*** RAW DATA

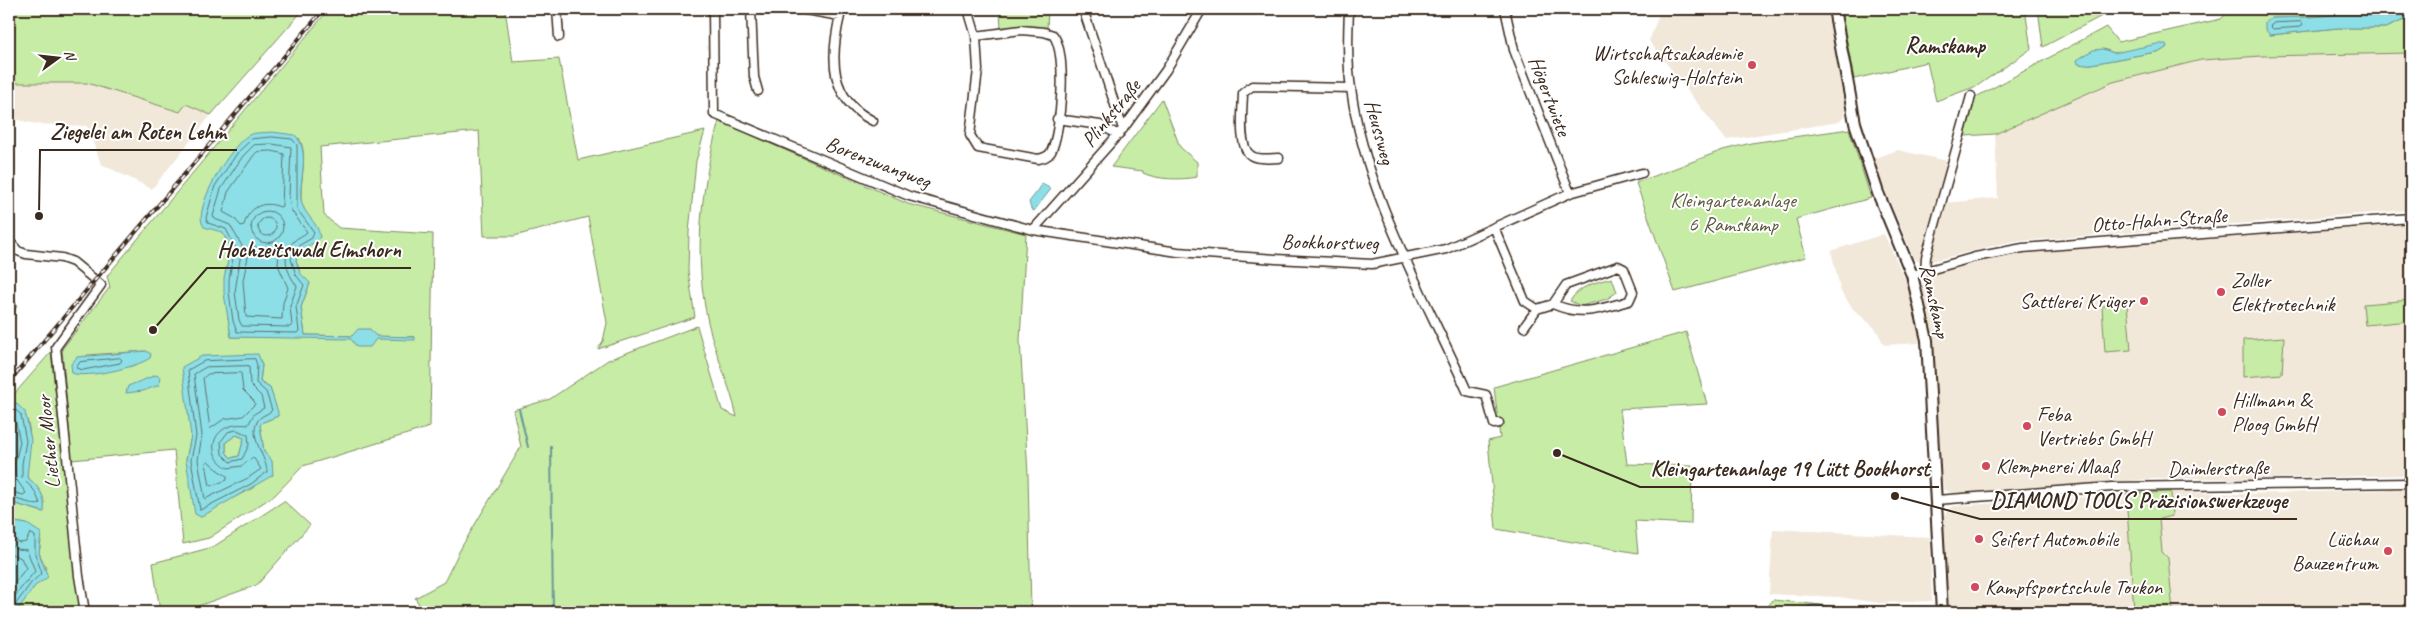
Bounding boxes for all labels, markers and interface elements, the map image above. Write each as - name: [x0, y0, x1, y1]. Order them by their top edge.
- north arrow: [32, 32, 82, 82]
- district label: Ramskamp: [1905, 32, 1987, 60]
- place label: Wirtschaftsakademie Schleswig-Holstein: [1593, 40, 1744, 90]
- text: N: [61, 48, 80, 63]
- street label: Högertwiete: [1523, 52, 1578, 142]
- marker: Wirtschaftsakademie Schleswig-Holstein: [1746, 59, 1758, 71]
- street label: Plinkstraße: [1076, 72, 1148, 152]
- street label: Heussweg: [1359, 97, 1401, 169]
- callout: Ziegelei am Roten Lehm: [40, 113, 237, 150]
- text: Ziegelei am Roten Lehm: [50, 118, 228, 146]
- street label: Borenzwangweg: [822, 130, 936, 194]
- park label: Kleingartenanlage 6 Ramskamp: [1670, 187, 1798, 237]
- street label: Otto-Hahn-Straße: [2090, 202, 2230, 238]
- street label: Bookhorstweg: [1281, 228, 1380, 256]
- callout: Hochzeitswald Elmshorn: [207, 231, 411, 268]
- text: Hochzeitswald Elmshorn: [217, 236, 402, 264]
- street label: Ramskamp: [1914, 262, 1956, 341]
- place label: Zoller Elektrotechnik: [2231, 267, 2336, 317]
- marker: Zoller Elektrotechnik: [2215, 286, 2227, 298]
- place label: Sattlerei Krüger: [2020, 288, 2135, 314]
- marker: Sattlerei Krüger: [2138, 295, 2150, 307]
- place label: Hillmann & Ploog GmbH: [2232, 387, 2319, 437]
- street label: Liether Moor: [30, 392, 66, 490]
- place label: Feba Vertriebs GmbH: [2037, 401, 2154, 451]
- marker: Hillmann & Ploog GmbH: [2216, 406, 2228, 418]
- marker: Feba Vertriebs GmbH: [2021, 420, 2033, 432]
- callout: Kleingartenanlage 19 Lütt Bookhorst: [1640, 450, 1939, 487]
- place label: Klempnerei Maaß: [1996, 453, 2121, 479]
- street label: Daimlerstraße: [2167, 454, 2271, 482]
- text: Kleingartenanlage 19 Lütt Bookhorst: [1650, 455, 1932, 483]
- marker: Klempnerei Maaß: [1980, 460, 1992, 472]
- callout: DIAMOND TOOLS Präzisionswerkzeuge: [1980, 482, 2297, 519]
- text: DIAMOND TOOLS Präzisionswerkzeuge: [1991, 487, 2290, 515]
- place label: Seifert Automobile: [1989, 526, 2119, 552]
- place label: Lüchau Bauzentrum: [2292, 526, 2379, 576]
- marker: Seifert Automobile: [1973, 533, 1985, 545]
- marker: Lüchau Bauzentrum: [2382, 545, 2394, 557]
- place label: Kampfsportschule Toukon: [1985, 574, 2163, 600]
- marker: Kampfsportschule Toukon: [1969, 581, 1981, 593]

******

** WHAT THE TASK REQUIRES **
Copy out all lines of the material containing the word "Präzisionswerkzeuge".

** TASK RESPONSE **
- callout: DIAMOND TOOLS Präzisionswerkzeuge: [1980, 482, 2297, 519]
- text: DIAMOND TOOLS Präzisionswerkzeuge: [1991, 487, 2290, 515]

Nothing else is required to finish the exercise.